-- Records supplied follows --
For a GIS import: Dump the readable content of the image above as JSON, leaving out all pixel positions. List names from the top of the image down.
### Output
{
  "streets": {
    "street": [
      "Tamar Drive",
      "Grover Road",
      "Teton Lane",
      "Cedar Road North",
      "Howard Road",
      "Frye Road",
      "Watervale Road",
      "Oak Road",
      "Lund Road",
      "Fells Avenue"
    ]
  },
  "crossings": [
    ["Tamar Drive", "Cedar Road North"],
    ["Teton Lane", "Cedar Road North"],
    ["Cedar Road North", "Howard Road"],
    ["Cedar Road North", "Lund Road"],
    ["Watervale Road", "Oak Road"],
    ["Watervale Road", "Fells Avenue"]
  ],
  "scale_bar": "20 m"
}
-- Records supplied concluded --
-- Records supplied follows --
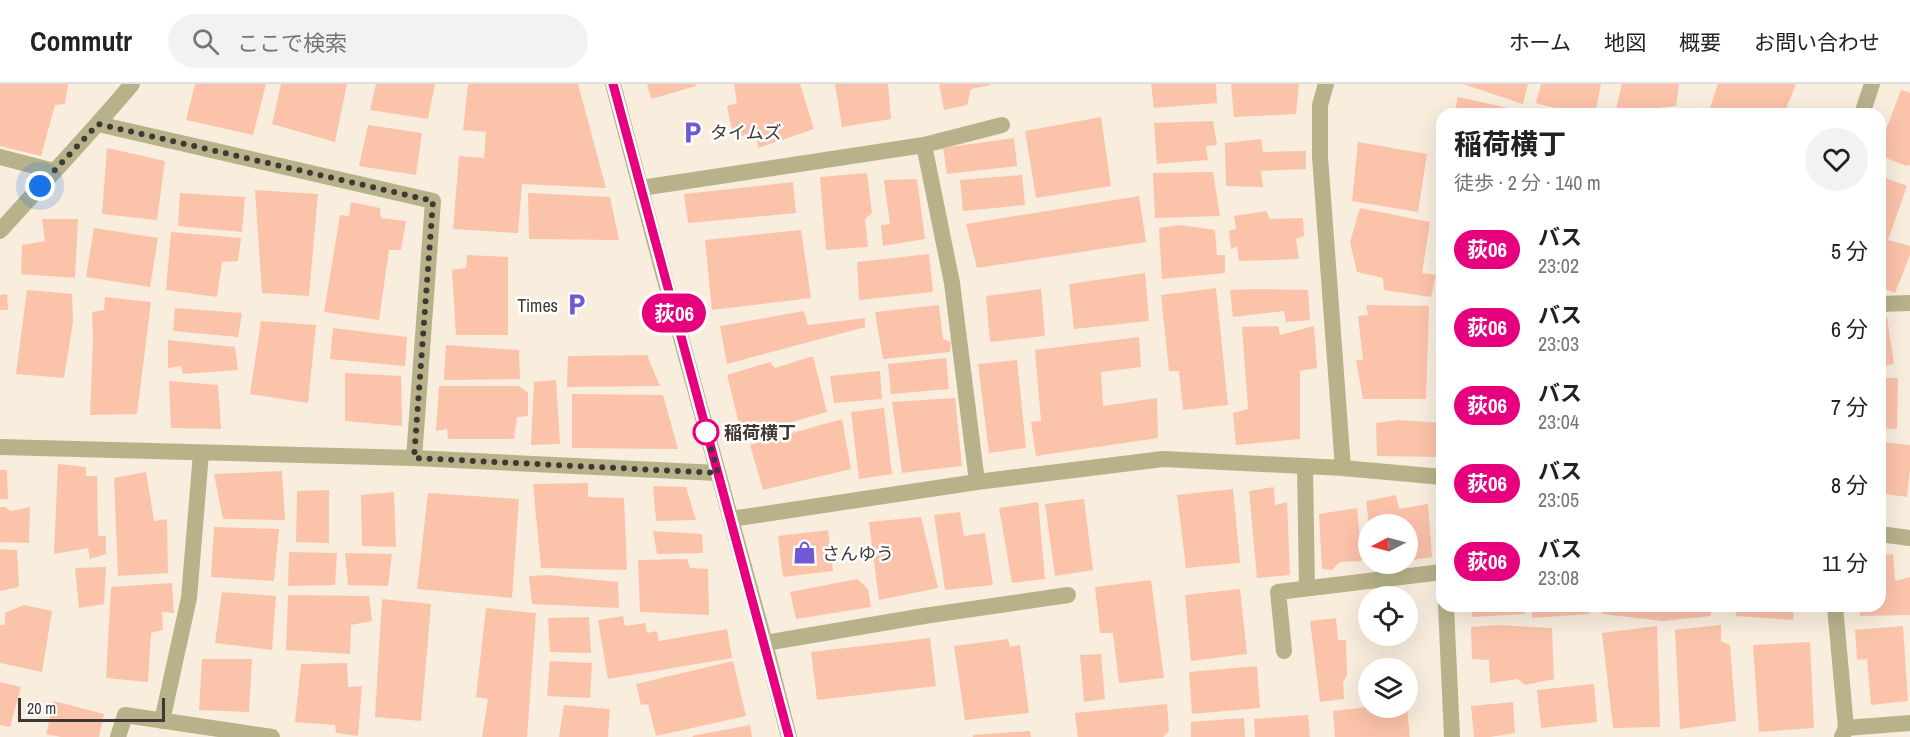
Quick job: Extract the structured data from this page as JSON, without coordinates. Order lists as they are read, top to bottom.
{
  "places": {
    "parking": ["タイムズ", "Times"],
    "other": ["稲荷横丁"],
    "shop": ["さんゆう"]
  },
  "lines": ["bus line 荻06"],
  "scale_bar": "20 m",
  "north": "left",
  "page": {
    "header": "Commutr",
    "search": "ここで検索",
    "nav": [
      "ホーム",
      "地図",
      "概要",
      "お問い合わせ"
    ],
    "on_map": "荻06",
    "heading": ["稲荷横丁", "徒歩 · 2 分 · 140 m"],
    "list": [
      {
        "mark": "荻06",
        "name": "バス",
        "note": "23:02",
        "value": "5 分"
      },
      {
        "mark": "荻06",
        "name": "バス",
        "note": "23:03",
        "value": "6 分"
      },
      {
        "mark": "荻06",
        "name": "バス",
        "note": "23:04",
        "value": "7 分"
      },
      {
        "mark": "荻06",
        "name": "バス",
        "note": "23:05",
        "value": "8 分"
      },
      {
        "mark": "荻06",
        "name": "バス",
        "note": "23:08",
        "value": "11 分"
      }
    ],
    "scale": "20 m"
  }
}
-- Records supplied concluded --
-- Records supplied follows --
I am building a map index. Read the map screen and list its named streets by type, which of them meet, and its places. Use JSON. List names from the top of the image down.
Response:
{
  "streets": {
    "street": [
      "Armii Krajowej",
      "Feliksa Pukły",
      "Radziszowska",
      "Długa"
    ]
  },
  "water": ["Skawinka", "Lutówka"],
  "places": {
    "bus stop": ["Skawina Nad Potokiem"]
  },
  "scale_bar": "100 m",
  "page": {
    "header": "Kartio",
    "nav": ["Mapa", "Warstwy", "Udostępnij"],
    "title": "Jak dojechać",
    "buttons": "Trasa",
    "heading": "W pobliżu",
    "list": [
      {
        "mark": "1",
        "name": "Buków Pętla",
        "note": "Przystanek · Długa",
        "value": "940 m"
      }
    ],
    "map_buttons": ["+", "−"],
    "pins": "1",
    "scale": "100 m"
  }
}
-- Records supplied concluded --
Exercise - Each line in the data that has the word "image" counts once; state how many such lines there are, without comment.

Solution - 2